“L’Italia è stata condannata dalla Corte Europea dei Diritti Umani (CEDU) perché è stato rilevato “che il persistente inquinamento causato dalle emissioni dell’Ilva ha messo in pericolo la salute dell’intera popolazione, che vive nell’area a rischio” ed inoltre “le autorità nazionali non hanno preso tutte le misure necessarie per proteggere efficacemente il diritto al rispetto della vita privata dei ricorrenti”.
Questa sentenza storica avvalora il senso della denuncia che abbiamo avviato pochi giorni fa. In quattro giorni abbiamo raccolto più di 1300 firme per la sottoscrizione dell’esposto “Col veleno nel sangue ed il cuore in mano” che denuncia le ripetute emissioni diffuse del siderurgico tarantino gestito da ArceloMittal. Questa sentenza storica va a sostegno delle decine di denunce deposidate dal 2013 ad oggi, cioè dalla fine delle indagini che poi hanno avviato il processo “Ambiente svenduto”.
La nostra denuncia, oggi, vuole dimostrare la conferma della prosecuzione del reato nella gestione ArcelorMittal così come avveniva negli anni in cui è stata gestita dalla famiglia Riva e sino a pochi mesi fa dalla gestione commissariale.

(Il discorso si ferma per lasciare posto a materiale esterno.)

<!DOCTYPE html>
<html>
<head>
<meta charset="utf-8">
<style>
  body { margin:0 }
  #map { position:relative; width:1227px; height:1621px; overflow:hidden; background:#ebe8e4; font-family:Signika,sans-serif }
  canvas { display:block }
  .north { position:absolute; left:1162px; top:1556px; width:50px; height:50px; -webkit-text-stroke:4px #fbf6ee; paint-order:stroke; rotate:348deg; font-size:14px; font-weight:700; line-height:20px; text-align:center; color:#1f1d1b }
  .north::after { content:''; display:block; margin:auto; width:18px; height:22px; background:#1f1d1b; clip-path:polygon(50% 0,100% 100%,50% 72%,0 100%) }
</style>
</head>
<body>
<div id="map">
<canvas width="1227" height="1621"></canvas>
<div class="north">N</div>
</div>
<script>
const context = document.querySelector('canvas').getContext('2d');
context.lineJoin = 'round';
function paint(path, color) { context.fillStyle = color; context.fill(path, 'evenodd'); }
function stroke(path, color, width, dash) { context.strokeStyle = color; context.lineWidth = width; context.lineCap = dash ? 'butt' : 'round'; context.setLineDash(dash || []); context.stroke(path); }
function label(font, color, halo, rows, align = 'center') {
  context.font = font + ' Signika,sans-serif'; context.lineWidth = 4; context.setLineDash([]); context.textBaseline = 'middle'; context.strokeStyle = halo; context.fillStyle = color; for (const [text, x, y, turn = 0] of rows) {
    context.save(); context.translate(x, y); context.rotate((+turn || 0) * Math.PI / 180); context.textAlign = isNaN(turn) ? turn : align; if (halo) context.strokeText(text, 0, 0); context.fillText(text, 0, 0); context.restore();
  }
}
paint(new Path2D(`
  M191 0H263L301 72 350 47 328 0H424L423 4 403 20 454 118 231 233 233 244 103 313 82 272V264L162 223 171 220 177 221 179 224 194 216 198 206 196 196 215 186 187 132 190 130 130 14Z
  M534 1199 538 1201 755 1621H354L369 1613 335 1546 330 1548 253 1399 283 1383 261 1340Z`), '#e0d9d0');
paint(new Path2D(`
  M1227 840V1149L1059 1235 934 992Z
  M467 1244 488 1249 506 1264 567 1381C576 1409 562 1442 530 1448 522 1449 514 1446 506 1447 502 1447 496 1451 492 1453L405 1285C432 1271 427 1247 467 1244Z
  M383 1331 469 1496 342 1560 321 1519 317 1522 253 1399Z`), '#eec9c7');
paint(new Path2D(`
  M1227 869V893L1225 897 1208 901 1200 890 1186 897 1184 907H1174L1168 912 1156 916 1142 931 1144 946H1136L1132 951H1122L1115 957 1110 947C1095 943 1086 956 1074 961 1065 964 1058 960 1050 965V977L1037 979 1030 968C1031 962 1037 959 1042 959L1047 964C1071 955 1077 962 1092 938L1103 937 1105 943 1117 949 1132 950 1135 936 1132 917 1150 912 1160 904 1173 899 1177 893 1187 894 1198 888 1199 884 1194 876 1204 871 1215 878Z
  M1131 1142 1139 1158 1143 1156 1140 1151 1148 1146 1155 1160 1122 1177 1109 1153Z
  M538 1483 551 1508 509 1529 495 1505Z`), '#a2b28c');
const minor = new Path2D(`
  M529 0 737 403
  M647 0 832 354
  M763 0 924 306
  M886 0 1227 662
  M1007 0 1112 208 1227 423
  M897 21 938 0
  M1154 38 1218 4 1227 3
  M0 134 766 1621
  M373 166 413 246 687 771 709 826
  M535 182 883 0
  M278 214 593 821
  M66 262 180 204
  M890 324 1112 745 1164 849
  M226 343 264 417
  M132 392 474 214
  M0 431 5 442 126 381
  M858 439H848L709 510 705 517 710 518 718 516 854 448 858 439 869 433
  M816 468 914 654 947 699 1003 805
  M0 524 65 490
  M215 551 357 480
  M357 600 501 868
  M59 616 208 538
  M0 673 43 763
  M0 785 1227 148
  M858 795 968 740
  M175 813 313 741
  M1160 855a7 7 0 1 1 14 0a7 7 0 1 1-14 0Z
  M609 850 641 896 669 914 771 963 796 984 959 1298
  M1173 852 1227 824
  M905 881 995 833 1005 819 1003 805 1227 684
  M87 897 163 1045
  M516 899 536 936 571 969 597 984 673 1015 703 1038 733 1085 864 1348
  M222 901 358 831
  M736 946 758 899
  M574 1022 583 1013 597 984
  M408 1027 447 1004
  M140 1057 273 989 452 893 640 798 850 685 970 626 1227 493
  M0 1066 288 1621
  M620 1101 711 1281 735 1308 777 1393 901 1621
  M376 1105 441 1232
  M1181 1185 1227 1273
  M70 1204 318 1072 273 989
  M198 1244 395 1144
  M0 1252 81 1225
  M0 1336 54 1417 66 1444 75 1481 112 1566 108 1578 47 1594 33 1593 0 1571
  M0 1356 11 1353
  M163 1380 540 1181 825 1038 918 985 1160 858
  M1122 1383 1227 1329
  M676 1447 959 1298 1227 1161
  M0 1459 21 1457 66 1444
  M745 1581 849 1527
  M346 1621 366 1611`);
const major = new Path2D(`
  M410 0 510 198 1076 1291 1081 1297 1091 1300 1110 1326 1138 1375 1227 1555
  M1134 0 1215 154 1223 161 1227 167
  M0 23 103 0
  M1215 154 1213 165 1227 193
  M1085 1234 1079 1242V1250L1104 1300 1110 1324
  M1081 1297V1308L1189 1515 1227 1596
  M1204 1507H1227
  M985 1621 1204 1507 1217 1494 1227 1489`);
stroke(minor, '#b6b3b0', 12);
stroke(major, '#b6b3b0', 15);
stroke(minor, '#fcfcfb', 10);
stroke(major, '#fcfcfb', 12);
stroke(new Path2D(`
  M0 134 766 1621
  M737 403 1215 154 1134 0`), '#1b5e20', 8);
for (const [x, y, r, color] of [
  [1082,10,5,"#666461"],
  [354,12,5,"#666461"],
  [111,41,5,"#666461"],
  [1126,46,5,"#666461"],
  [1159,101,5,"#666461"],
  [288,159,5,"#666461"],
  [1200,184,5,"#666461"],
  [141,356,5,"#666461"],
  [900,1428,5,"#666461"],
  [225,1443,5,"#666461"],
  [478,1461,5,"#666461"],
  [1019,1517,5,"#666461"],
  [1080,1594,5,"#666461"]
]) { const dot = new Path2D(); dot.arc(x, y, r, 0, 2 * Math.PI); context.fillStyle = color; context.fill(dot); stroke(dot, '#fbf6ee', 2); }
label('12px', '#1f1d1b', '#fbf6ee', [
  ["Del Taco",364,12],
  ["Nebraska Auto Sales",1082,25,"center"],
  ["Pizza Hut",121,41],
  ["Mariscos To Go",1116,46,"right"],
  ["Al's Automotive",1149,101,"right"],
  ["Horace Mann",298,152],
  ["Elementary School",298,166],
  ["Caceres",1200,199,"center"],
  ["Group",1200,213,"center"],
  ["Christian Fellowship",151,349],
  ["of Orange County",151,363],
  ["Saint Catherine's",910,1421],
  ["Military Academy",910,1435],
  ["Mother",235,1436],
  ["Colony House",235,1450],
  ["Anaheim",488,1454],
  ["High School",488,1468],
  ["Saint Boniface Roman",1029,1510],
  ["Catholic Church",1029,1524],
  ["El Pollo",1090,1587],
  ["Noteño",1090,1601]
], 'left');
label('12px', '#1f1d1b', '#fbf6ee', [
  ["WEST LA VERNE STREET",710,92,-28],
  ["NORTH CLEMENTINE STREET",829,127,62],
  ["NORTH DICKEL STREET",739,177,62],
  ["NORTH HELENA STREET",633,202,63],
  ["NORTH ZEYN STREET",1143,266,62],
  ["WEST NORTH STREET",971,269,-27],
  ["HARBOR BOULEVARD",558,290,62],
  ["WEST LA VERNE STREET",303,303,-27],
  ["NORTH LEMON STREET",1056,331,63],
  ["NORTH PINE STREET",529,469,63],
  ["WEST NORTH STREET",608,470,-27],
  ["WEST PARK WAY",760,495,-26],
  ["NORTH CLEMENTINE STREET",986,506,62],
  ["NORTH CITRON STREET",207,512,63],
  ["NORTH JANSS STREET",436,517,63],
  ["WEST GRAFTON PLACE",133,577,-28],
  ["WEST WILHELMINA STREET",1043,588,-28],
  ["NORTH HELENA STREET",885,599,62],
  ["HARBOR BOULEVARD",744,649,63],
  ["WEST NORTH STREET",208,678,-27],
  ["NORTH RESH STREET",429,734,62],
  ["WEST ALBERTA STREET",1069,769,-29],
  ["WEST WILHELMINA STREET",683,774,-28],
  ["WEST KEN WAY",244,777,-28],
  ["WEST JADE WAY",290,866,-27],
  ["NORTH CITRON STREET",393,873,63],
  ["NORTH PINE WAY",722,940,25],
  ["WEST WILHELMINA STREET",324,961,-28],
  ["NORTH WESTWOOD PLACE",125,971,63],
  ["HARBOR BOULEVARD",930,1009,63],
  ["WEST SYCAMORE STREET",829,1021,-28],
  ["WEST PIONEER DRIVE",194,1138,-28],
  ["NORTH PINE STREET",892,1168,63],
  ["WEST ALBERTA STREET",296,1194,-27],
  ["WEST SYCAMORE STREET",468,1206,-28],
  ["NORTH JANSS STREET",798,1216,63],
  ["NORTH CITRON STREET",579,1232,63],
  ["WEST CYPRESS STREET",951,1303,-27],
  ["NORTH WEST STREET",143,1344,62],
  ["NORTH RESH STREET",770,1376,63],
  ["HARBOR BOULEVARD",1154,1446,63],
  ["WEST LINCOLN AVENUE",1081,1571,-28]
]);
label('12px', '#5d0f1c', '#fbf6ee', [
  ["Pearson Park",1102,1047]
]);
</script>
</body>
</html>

Secondo la CEDU esposti e denunce depositati in questi anni presso le Autorità non hanno avuto esito efficace per via dell’effetto dell’immunità penale concessa ai commissari e ai gestori. L’esposto “Col veleno nel sangue ed il cuore in mano” è quindi sulla strada giusta e a confermarcelo è proprio la Corte Europea dei Diritti Umani”. Si legge in una nota stampa.